During the thermal cycle of welding process, when stainless steels are exposed to critical temperature in the range 600–1050 °C, where intermetallic phases occur particularly in the heat affected zone (HAZ) such as σ, χ, and Cr-Fe rich carbides, this often leads to bad metallurgical changes that weaken the mechanical properties [7, 8, 11]. The precipitation of Cr-Fe rich carbides at the grain boundaries or phase boundaries leads of Cr-deficient in the heat affected zone resulting in brittleness, welding decay, and reduced corrosion resistance [12,13,14].

A suitable post-heat treatment can homogenize the microstructure of the welded material and control the formation of intermetallic phases resulting in improved mechanical properties [14]. The conservation of intermetallic phases during hyperquenching in the solution heat treatment at 1050 °C ensured by the presence of molybdenum [15]. A short-time heat treatment of one hour indicates that at temperatures in the range 600–760 °C there are no precipitates in the fusion zone but the residual stresses will be escaped. However, at temperatures between 870 and 920 °C there is sigma phase precipitation as detected by EDS, which reduces the impact toughness [16]. Heat treatment at 1050 °C for 1 h recovers the properties of the base material, whereas a treatment at 800 °C for 10 h reduces the yield strength and increases the tensile strength [17]. The ferrite content decreases with increasing heat treatment temperature from 600 up to 900 °C for 2 h with formation of carbide and sigma phase detect by EDS [18].

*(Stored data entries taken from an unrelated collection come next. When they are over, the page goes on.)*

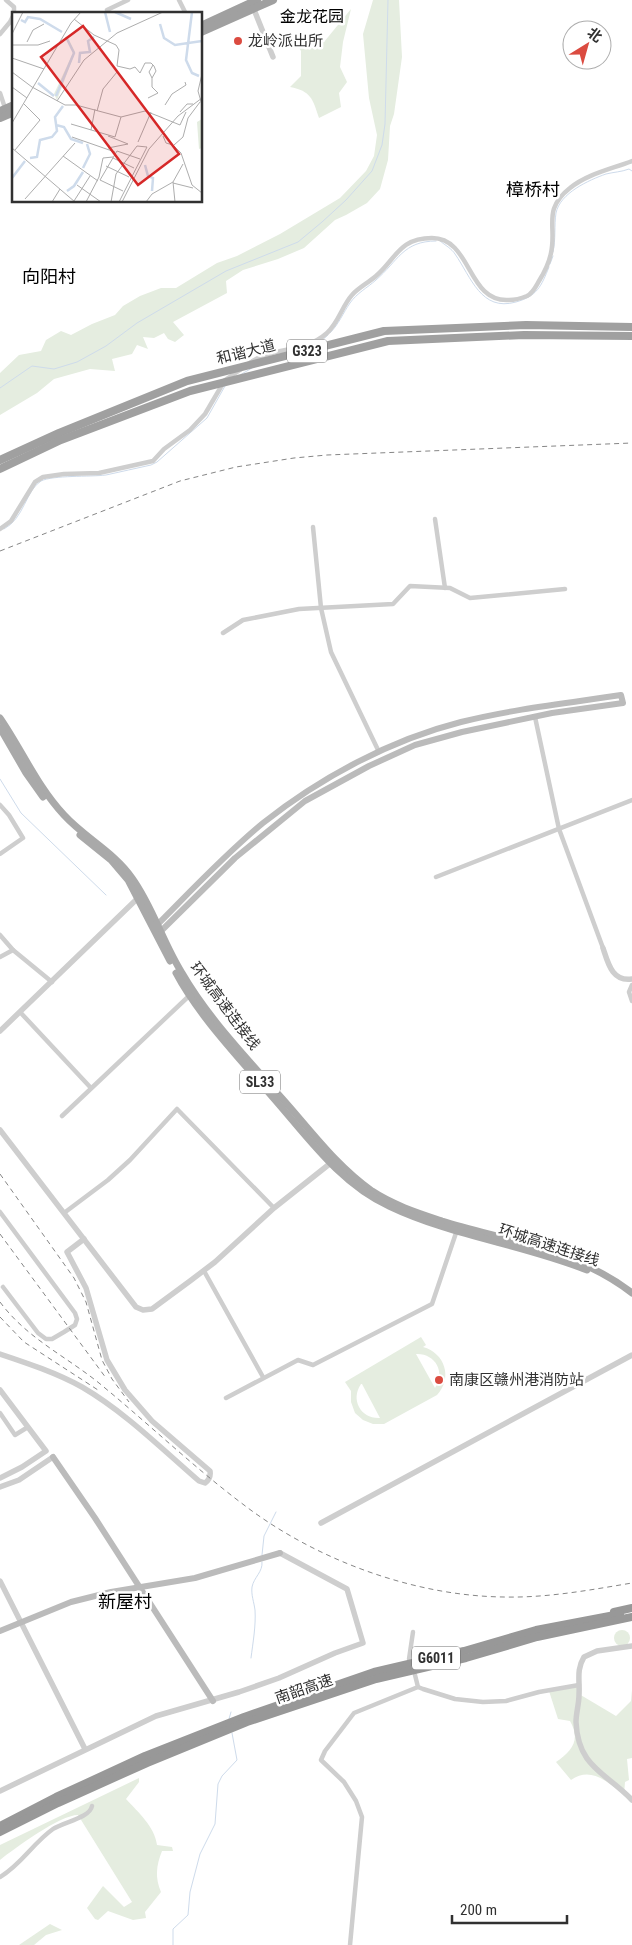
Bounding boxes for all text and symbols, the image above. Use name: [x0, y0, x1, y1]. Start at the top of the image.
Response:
district label: 金龙花园: [280, 7, 344, 26]
inset map: [12, 12, 202, 202]
north arrow: [562, 20, 612, 70]
text: 北: [584, 24, 605, 45]
place label: 龙岭派出所: [248, 32, 323, 50]
marker: 龙岭派出所: [232, 35, 244, 47]
district label: 樟桥村: [506, 179, 560, 200]
district label: 向阳村: [22, 266, 76, 287]
street label: 和谐大道: [215, 336, 277, 368]
road number: G323: [287, 340, 327, 362]
street label: 环城高速连接线: [186, 959, 264, 1053]
road number: SL33: [240, 1070, 280, 1094]
street label: 环城高速连接线: [496, 1220, 602, 1270]
place label: 南康区赣州港消防站: [449, 1371, 584, 1389]
marker: 南康区赣州港消防站: [433, 1374, 445, 1386]
district label: 新屋村: [98, 1591, 152, 1612]
road number: G6011: [412, 1646, 460, 1670]
street label: 南韶高速: [273, 1671, 335, 1707]
scale bar: [452, 1892, 567, 1924]
text: 200 m: [460, 1901, 497, 1919]

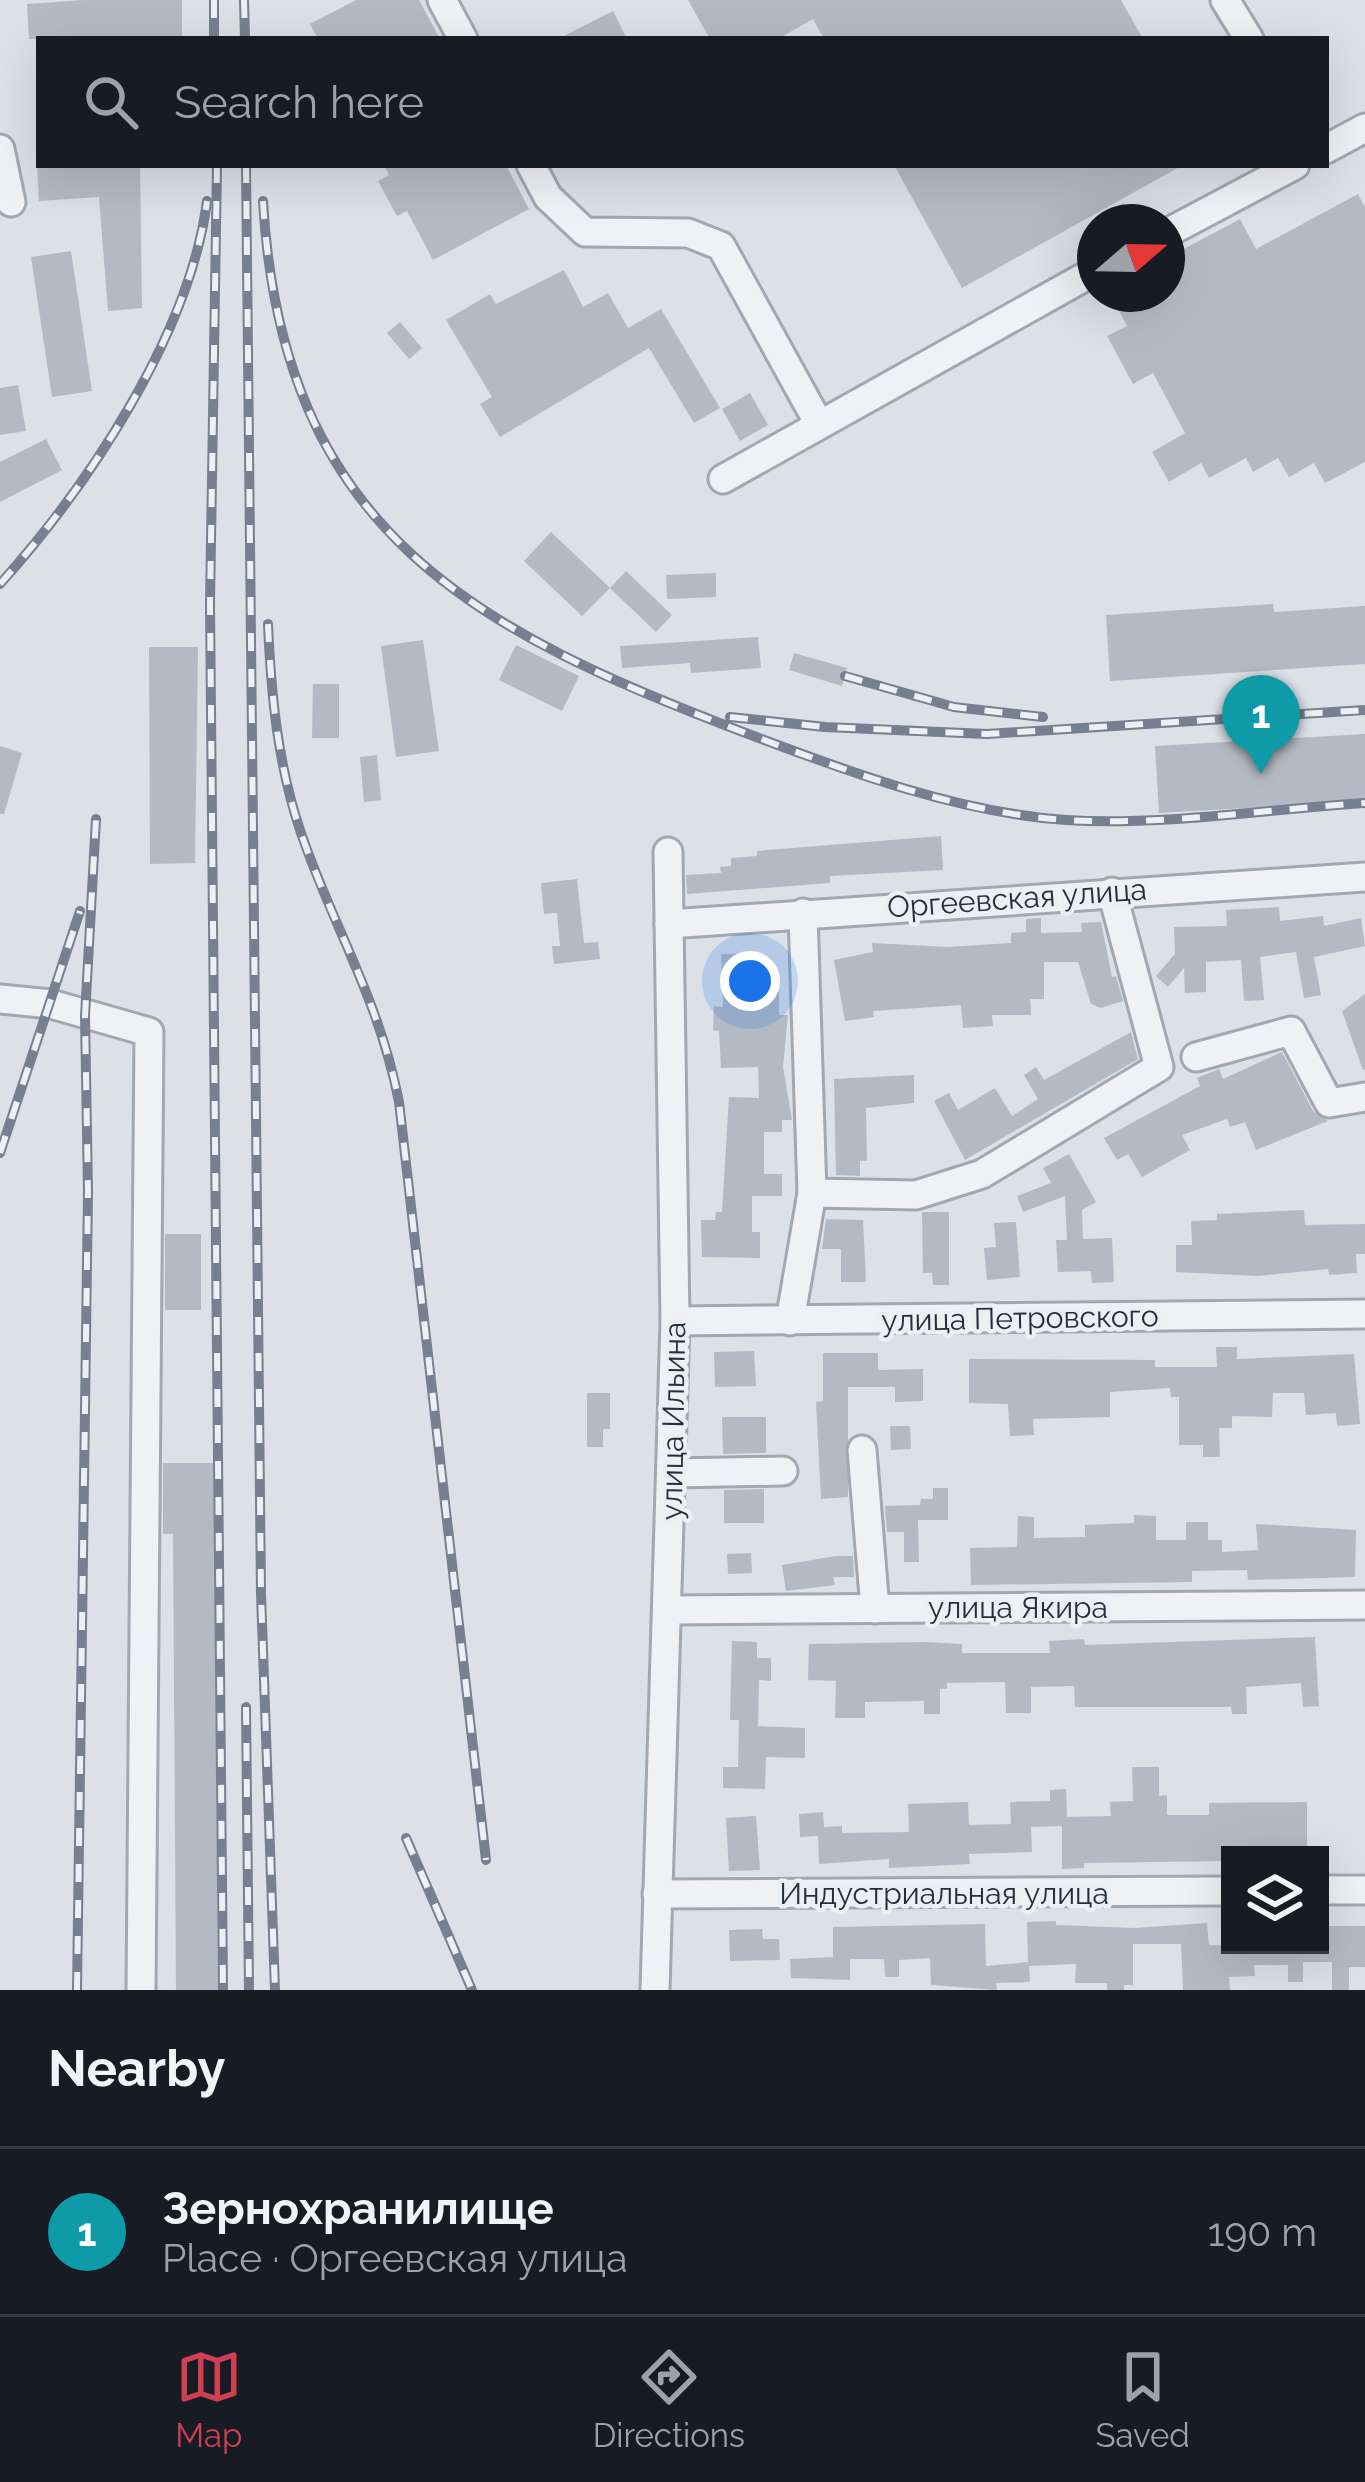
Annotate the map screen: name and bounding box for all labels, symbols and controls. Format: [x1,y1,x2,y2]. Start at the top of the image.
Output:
search box [36,36,1329,168]
icon: search [78,69,144,135]
text: Search here [174,76,424,129]
north arrow [1077,204,1185,312]
pin: 1 [1222,675,1300,774]
street label: Оргеевская улица [886,871,1148,925]
your location [720,951,780,1011]
street label: улица Петровского [881,1298,1159,1338]
street label: улица Ильина [654,1321,692,1521]
street label: улица Якира [928,1590,1108,1625]
map controls [1221,1846,1329,1954]
button: layers [1221,1846,1329,1954]
street label: Индустриальная улица [779,1876,1109,1911]
text: Nearby [48,2038,225,2098]
text: Зернохранилище [162,2182,554,2235]
text: 1 [77,2209,97,2255]
text: 190 m [1208,2209,1317,2255]
text: Place · Оргеевская улица [162,2235,627,2281]
tab: Map [175,2344,242,2455]
tab: Directions [593,2344,745,2455]
tab: Saved [1095,2344,1190,2455]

Gas tungsten arc welding (GTAW) is a widely used technique for welding stainless steel pipes. This technique causes microstructural changes and residual stresses resulting in poor mechanical properties and low corrosion resistance in aggressive environments. The main objective is to make a correlation between the changes in the microstructure during aging treatment and the mechanical properties of the welded joint in order to obtain the optimum PWHT temperature for reducing the residual stress in the weld and ensure a strong and consistent fabrication.

2 Materials and methods

The austenitic stainless steel used in this study was AISI 304 in the form of pipe of 203.2 mm diameter and 3.75 mm thickness. The manual electric arc welding process GTAW was performed using ER308Si (AWS: A5.9) as a filler metal. It is widely used in industry, particularly the oil industry, designed for welding austenitic stainless steels. This type of filler metal contains more molybdenum and silicon than the base metal. This, together with their high nickel content and additions of copper, gives them very good resistance to intergranular corrosion and chloride-induced stress corrosion. Otherwise, the higher silicon content improves wetting of the weld metal and potentially higher travel speeds compared to standard 308L products. The chemical compositions of the materials used are shown in Table 1. To evaluate the microstructures and mechanical properties, changes after post heat treatment, several treatments were performed from 450, 650, 850, and 1050 °C, while maintaining these temperatures for 1 h using furnace of branch (Nabertherm MORE THAN HEAT-30–3000 °C, Germany), the specimens were then quenched in water. The welding parameters used in this study are presented in Table 2.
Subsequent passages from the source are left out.